Activity — Please retype every entry as written, and keep the pictures out.

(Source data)
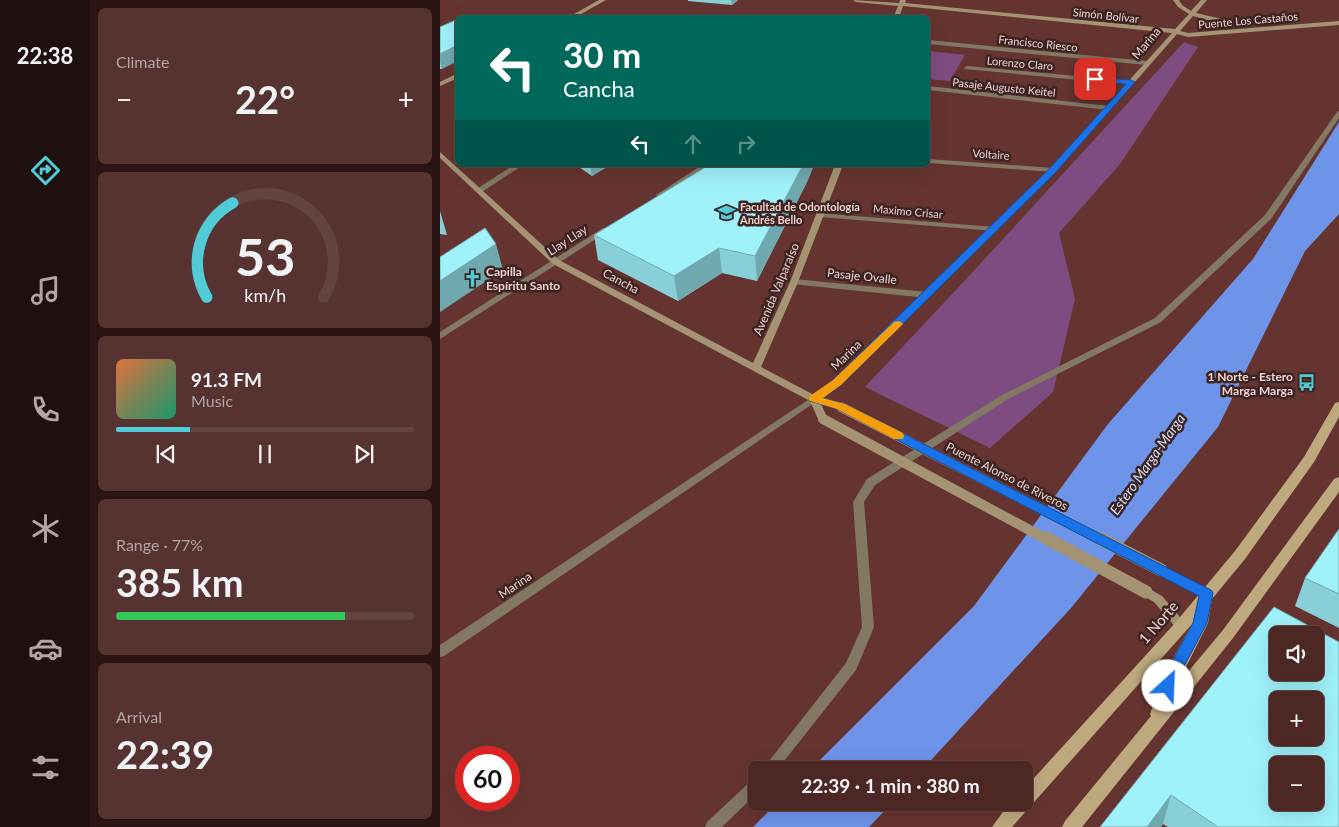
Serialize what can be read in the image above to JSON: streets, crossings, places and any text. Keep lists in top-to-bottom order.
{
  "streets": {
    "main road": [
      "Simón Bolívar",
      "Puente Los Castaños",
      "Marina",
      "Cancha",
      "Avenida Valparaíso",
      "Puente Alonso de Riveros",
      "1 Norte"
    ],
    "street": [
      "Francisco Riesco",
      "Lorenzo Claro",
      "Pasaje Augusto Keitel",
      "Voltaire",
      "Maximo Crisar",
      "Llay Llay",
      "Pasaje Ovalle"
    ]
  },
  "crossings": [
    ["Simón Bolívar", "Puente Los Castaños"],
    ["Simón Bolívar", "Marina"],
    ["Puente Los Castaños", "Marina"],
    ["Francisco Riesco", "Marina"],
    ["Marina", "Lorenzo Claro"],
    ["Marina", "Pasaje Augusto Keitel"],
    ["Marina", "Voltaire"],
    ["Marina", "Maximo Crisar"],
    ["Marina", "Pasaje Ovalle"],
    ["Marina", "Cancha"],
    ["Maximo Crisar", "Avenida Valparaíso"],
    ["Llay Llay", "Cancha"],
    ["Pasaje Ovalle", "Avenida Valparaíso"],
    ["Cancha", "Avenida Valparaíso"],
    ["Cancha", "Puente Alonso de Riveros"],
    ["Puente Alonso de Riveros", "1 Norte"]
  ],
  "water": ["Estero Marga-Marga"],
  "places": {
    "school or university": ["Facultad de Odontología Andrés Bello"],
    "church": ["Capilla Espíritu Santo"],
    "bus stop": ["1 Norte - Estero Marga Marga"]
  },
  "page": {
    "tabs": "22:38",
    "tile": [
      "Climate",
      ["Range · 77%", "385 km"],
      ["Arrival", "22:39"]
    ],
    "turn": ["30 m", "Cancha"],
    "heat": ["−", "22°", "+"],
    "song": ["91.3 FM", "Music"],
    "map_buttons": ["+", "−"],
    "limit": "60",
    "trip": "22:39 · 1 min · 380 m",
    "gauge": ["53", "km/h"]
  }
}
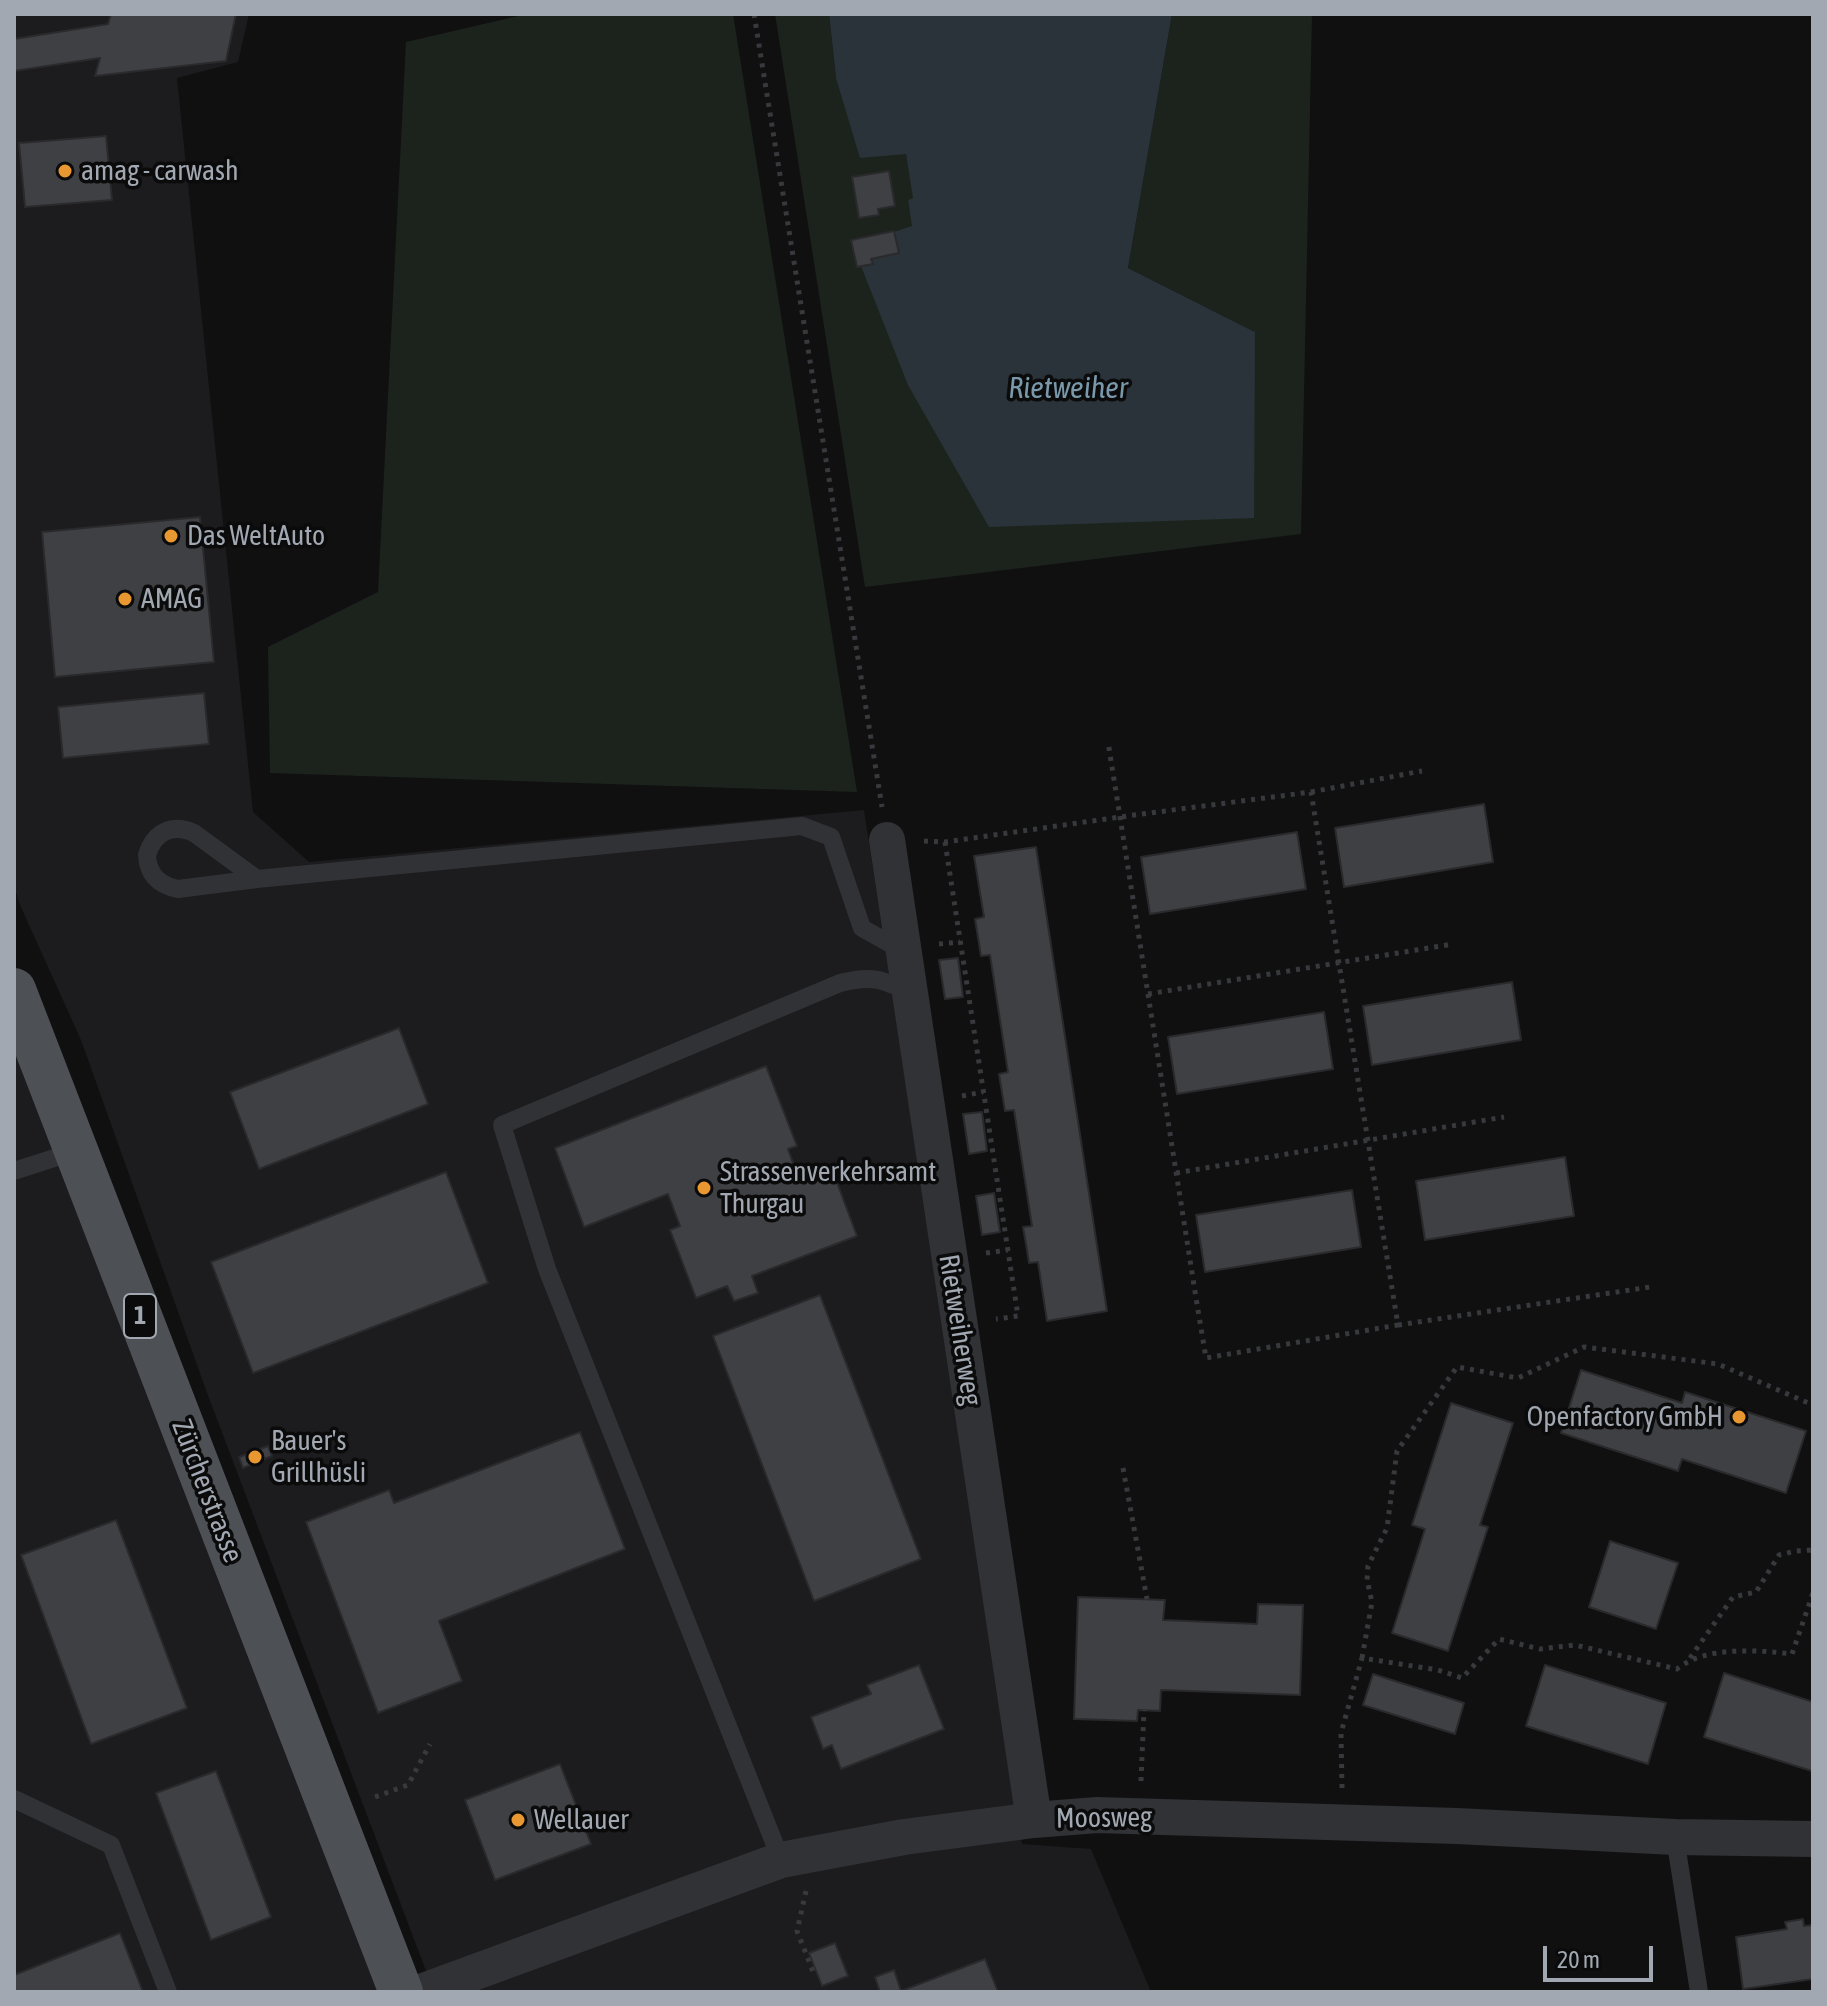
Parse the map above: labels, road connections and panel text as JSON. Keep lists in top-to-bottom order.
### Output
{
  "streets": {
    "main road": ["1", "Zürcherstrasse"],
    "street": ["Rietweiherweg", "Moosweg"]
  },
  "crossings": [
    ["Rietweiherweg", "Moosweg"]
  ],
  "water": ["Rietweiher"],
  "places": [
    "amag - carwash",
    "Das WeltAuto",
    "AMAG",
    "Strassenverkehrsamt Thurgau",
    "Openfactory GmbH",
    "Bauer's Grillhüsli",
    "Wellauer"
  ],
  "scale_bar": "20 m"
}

Expected output —
Serialize what can be read in the image above to JSON: streets, crossings, places and any text. Keep lists in top-to-bottom order.
{
  "streets": {
    "main road": [
      "Simón Bolívar",
      "Puente Los Castaños",
      "Marina",
      "Cancha",
      "Avenida Valparaíso",
      "Puente Alonso de Riveros",
      "1 Norte"
    ],
    "street": [
      "Francisco Riesco",
      "Lorenzo Claro",
      "Pasaje Augusto Keitel",
      "Voltaire",
      "Maximo Crisar",
      "Llay Llay",
      "Pasaje Ovalle"
    ]
  },
  "crossings": [
    ["Simón Bolívar", "Puente Los Castaños"],
    ["Simón Bolívar", "Marina"],
    ["Puente Los Castaños", "Marina"],
    ["Francisco Riesco", "Marina"],
    ["Marina", "Lorenzo Claro"],
    ["Marina", "Pasaje Augusto Keitel"],
    ["Marina", "Voltaire"],
    ["Marina", "Maximo Crisar"],
    ["Marina", "Pasaje Ovalle"],
    ["Marina", "Cancha"],
    ["Maximo Crisar", "Avenida Valparaíso"],
    ["Llay Llay", "Cancha"],
    ["Pasaje Ovalle", "Avenida Valparaíso"],
    ["Cancha", "Avenida Valparaíso"],
    ["Cancha", "Puente Alonso de Riveros"],
    ["Puente Alonso de Riveros", "1 Norte"]
  ],
  "water": ["Estero Marga-Marga"],
  "places": {
    "school or university": ["Facultad de Odontología Andrés Bello"],
    "church": ["Capilla Espíritu Santo"],
    "bus stop": ["1 Norte - Estero Marga Marga"]
  },
  "page": {
    "tabs": "22:38",
    "tile": [
      "Climate",
      ["Range · 77%", "385 km"],
      ["Arrival", "22:39"]
    ],
    "turn": ["30 m", "Cancha"],
    "heat": ["−", "22°", "+"],
    "song": ["91.3 FM", "Music"],
    "map_buttons": ["+", "−"],
    "limit": "60",
    "trip": "22:39 · 1 min · 380 m",
    "gauge": ["53", "km/h"]
  }
}
Parse the map above: labels, road connections and panel text as JSON. Keep lists in top-to-bottom order.
### Output
{
  "streets": {
    "main road": ["1", "Zürcherstrasse"],
    "street": ["Rietweiherweg", "Moosweg"]
  },
  "crossings": [
    ["Rietweiherweg", "Moosweg"]
  ],
  "water": ["Rietweiher"],
  "places": [
    "amag - carwash",
    "Das WeltAuto",
    "AMAG",
    "Strassenverkehrsamt Thurgau",
    "Openfactory GmbH",
    "Bauer's Grillhüsli",
    "Wellauer"
  ],
  "scale_bar": "20 m"
}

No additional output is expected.